‘Spell-binding’ starry shots win South Downs astrophotography contest

A “spell-binding” image of the Milky Way has been announced as the winner of the annual South Downs National Park astrophotography competition.

The winning photo in the Starry Skyscapes category was a night-time image of Cuckmere Haven and the Seven Sisters in East Sussex, entitled Galactic Bay, which was captured by Giles Embleton-Smith, from Eastbourne.

One of the judges, Steve Broadbent, from Hampshire Astronomical Group, said: “This image evokes a wonderful atmosphere and shows just how spectacular the stars can be in the South Downs National Park on a clear night.”

Mr Embleton-Smith said: “The shooting conditions at the Cuckmere Haven were ideal, with the Milky Way lining up perfectly over the old wooden breakwaters. I’m absolutely delighted and honoured to win.”

Runner-up in the skyscapes category was a “stunning” image of Cissbury Ring – the largest hill fort in Sussex, dating back more than 5,000 years, which was taken by Carl Gough, from Littlehampton.

He also came top in the Nature At Night category, with his picture of heathland surrounding Burton and Chingford ponds, near Petworth in West Sussex.

Judge Elinor Newman, an astrophysicist who works on the events team at the national park, said: “Lowland heath is one of the rarest habitats in the world and this really does capture the magic of it at night.

“Our heaths are actually some of the darkest spots in the national park and this gives a realistic example of what you might see on a clear night. Those beautiful heathers support an array of wildlife, including sand lizards and nightjars.”
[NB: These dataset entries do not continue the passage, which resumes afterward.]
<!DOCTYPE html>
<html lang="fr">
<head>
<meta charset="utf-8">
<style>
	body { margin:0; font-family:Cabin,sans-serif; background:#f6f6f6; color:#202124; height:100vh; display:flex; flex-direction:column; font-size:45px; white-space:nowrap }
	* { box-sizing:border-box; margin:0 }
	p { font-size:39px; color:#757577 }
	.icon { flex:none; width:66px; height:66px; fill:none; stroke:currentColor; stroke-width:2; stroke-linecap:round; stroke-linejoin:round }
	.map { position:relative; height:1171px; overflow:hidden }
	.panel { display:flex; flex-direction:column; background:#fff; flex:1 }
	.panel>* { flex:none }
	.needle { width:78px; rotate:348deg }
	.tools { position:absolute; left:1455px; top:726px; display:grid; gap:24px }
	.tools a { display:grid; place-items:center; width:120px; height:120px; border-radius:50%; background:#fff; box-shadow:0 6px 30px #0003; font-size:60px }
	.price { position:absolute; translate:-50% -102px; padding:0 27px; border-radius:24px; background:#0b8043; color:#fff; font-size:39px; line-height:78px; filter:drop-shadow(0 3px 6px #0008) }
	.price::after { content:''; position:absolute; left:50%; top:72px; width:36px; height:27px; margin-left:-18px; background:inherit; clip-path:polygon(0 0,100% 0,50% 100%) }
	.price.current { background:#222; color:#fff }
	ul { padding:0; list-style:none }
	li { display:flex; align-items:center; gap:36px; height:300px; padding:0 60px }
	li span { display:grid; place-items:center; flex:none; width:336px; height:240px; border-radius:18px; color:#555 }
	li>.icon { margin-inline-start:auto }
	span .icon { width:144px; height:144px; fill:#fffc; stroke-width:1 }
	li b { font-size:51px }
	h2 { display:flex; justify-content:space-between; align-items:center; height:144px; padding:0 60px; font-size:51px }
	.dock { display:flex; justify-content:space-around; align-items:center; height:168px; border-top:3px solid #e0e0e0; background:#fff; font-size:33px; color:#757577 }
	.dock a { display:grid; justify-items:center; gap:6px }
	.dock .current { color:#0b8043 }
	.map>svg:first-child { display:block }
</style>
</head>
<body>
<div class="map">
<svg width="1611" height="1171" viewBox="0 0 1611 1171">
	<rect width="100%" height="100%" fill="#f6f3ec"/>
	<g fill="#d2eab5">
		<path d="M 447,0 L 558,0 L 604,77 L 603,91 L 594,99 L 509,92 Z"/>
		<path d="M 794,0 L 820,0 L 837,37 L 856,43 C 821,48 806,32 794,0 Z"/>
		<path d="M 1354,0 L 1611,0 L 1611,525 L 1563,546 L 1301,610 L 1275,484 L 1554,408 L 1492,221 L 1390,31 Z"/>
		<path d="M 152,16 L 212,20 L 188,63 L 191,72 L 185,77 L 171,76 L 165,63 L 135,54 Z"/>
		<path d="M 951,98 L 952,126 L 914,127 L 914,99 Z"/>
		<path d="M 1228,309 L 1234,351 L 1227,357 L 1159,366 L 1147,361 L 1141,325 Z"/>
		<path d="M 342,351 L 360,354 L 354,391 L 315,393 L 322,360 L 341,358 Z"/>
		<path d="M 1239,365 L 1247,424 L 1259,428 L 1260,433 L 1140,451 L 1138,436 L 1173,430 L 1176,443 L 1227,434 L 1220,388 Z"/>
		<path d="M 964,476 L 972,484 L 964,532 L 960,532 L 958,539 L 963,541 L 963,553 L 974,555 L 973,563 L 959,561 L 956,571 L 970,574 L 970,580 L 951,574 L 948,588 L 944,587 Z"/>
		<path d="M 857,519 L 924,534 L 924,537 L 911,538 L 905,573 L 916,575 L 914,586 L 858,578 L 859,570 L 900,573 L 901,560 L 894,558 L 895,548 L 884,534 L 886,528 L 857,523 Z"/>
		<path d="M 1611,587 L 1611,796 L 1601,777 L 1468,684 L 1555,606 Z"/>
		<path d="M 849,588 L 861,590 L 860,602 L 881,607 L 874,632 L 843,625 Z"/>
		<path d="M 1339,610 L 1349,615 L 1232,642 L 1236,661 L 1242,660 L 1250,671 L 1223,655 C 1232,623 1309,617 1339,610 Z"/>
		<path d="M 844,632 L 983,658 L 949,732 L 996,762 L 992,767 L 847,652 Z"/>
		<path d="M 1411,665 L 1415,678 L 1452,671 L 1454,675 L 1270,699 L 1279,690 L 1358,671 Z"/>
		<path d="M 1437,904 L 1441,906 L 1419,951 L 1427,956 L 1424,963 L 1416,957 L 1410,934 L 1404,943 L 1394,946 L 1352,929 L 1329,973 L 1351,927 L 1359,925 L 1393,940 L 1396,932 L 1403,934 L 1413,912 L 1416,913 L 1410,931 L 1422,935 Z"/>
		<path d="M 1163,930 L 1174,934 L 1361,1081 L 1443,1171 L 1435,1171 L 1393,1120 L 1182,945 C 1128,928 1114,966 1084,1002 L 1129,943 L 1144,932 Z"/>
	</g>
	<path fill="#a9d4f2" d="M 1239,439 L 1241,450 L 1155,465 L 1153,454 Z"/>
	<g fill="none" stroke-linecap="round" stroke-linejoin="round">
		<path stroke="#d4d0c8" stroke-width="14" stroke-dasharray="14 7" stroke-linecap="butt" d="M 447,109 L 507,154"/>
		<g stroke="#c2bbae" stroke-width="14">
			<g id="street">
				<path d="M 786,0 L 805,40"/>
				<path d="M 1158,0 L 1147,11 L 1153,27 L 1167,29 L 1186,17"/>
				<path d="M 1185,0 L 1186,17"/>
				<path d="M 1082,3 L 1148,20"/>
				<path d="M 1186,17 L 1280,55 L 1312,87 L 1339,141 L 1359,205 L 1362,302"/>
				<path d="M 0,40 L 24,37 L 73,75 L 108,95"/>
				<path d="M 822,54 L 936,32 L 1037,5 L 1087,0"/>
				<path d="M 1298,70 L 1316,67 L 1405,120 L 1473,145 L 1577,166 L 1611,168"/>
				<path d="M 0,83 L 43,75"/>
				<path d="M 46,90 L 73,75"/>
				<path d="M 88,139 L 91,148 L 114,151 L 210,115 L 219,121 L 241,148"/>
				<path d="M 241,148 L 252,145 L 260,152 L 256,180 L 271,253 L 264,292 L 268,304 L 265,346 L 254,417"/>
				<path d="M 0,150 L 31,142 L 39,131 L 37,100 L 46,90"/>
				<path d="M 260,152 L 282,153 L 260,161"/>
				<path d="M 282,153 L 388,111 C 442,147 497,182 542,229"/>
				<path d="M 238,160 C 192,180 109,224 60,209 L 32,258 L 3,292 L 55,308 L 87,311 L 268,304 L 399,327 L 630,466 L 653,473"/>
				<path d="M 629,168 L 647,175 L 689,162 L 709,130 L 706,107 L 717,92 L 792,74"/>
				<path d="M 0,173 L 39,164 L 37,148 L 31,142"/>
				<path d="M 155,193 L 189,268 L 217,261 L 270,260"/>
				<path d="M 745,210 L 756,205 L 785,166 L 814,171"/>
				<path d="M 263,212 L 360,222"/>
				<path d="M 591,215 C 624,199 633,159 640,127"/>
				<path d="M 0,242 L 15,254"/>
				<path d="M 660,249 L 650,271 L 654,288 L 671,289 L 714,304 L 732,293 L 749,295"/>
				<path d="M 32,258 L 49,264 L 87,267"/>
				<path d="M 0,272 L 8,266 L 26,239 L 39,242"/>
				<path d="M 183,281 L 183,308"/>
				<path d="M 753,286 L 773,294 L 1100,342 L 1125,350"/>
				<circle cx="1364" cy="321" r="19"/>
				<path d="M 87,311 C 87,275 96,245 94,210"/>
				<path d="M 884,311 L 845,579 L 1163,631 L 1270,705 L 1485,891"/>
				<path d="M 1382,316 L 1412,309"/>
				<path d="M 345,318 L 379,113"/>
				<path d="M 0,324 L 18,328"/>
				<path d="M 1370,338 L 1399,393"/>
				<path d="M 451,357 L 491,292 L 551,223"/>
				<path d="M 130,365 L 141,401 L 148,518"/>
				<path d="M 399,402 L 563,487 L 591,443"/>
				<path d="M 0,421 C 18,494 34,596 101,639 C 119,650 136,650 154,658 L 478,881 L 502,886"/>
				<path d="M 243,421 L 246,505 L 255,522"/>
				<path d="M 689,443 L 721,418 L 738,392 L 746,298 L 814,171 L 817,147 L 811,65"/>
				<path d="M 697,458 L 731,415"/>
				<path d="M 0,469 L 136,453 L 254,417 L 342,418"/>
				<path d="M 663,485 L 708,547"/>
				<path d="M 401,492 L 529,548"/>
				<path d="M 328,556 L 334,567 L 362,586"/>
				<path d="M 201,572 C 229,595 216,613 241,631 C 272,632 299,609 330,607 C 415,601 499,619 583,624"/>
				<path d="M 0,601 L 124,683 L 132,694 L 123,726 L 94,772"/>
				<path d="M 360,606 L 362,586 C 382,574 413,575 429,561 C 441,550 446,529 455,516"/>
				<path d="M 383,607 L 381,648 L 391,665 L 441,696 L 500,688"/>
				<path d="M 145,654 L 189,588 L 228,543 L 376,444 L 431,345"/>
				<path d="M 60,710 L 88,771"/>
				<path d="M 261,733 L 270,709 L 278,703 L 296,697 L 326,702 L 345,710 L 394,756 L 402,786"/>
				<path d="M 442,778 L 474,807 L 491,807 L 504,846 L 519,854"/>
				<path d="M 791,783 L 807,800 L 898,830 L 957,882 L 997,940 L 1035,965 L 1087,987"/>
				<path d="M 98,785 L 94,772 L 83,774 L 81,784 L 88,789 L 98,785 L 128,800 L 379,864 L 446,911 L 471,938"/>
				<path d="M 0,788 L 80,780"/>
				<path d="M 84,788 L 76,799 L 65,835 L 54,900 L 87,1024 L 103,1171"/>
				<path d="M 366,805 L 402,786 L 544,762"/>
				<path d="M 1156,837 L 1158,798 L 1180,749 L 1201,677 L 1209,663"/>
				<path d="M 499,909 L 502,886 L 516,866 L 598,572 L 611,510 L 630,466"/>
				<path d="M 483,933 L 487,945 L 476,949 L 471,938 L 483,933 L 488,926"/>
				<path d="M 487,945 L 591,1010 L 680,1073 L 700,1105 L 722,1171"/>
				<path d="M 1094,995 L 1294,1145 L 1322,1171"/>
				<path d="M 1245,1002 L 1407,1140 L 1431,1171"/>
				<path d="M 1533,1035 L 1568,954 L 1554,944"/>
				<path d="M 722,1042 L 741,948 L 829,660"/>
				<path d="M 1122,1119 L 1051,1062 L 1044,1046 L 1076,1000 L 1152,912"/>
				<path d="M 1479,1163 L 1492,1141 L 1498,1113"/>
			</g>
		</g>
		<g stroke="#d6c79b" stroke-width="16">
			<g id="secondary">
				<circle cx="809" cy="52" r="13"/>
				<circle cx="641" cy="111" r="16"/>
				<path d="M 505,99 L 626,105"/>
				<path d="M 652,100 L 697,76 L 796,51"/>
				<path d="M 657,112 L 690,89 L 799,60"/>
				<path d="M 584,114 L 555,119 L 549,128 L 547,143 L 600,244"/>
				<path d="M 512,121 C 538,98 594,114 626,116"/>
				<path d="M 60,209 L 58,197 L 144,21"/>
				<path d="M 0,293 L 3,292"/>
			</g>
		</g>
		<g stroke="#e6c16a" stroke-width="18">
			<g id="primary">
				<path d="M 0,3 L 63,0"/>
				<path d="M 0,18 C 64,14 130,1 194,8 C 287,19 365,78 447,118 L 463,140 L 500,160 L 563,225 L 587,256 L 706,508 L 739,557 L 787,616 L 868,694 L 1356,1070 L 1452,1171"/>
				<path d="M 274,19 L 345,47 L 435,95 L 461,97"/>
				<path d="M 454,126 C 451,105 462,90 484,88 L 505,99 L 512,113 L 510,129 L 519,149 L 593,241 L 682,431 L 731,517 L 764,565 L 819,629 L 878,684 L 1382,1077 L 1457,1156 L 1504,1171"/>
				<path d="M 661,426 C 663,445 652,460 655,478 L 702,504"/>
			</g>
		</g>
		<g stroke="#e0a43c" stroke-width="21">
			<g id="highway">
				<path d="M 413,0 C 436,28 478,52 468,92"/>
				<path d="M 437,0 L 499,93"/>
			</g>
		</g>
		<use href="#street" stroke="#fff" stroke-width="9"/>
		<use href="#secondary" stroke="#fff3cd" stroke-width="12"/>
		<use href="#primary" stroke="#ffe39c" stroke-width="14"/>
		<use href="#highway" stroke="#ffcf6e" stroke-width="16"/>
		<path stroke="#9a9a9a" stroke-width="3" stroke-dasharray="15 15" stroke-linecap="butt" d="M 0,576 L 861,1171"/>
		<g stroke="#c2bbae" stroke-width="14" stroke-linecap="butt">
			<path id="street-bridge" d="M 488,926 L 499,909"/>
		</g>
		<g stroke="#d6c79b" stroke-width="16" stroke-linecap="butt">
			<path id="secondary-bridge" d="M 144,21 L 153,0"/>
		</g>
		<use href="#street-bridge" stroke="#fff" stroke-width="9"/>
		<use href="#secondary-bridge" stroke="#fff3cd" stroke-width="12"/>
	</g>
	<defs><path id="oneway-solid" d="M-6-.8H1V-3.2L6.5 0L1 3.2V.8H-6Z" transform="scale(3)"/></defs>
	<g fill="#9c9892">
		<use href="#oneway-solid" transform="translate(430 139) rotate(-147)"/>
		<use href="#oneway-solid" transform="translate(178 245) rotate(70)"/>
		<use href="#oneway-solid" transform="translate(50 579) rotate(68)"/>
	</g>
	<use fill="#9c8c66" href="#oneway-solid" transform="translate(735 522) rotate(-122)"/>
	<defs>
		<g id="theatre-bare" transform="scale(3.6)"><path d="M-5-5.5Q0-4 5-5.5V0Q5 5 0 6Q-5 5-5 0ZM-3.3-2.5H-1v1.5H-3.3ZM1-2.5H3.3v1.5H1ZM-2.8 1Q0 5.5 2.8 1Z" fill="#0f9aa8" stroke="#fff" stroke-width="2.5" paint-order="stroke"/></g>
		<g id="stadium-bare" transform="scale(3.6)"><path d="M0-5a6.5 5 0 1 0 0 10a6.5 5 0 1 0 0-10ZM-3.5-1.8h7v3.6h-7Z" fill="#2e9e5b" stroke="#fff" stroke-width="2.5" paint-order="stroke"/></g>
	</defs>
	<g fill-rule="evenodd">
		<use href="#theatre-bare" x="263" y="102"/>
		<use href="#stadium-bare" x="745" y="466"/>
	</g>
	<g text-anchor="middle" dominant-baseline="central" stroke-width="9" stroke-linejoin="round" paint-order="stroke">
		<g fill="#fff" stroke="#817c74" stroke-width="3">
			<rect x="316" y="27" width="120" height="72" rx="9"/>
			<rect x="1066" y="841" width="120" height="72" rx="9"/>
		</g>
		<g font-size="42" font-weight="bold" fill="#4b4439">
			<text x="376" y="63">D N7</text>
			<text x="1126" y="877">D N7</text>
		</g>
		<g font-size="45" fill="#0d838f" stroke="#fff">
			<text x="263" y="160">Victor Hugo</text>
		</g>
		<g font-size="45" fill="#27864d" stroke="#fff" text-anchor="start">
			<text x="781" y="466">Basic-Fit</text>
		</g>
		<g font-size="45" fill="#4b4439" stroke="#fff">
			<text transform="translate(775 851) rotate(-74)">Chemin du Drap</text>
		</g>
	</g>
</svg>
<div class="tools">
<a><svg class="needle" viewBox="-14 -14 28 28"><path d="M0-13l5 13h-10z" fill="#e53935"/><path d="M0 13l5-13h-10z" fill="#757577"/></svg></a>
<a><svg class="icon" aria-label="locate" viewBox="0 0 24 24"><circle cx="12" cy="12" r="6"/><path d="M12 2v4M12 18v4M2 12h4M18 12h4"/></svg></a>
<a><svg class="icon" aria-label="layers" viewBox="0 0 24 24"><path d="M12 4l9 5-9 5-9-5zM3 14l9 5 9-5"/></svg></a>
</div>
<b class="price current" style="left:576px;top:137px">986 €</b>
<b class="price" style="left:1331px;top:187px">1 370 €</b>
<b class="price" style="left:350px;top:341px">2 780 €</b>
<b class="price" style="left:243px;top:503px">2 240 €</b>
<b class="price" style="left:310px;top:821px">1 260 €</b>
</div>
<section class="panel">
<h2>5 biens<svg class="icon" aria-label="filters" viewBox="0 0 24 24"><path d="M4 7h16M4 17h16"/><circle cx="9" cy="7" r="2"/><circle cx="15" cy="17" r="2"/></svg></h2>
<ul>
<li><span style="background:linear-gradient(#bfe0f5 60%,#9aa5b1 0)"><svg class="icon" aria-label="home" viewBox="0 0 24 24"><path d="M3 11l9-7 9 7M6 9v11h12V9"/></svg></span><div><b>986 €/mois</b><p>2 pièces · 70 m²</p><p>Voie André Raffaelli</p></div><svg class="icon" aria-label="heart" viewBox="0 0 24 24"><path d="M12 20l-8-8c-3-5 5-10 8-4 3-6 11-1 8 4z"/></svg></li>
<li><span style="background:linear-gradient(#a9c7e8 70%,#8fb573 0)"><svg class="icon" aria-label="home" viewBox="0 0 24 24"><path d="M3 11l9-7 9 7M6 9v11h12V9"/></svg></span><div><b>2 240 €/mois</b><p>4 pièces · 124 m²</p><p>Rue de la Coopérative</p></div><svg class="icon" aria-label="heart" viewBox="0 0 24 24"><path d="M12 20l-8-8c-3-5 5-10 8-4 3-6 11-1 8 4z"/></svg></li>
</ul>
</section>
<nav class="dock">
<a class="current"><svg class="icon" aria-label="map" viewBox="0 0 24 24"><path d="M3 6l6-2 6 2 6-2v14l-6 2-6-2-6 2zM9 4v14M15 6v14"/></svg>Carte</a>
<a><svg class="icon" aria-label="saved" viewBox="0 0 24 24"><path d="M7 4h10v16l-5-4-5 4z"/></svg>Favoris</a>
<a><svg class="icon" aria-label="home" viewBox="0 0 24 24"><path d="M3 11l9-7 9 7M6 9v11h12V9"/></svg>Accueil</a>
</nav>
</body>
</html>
Mr Gough said: “The National Park offers so many opportunities for someone like me that has a passion for astronomy and nature.

“I’m able to view the Milky Way with my unaided eyes arching over heathland, reaching into land from out to sea, and towering over the world-famous chalky cliffs.

“With this particular photo it was the heather that drew me – nothing screams heathland like heather and nothing screams South Downs like heathland.”

Runner-up in the nature category was A Sky Full Of Stars, by Lorcan Taylor-Hood, taken at Warren Hill dew pond on the Eastbourne downland.

Taking the top spot in the Magnificent Moon category was a shot of a harvest moon rising over Racton Ruins, near Chichester, West Sussex, taken by Nathan Hill, from Emsworth, Hampshire.

Judge Dan Oakley, the national park’s resident dark skies expert, said: “This is an extraordinary image and so well-framed. It captures movement which is very difficult to do in astrophotography. It almost looks like a cannon ball being fired.”

Runner-up in the moon category was a picture of the full moon behind Beachy Head lighthouse, near Eastbourne, which was also taken by Mr Embleton-Smith.

Four images were highly commended by the judges, including There Was A Bear On Litlington Road, showing part of the Great Bear constellation reflected in a flooded road, and Orion Over Black Pond at RSPB Pulborough Brooks, both taken by Steve Geliot.

The Power Above, depicting the Milky Way over the Hiorne Tower at Arundel, by Janette Britton, was also highly commended, together with Golden Moonrise, another photo taken by Mr Embleton-Smith, which captured a golden moon behind Belle Tout lighthouse reflecting over the sea at Seven Sisters.

– The winning will be shared and displayed during the South Downs National Park’s Dark Skies Festival, which runs from February 10 to 18.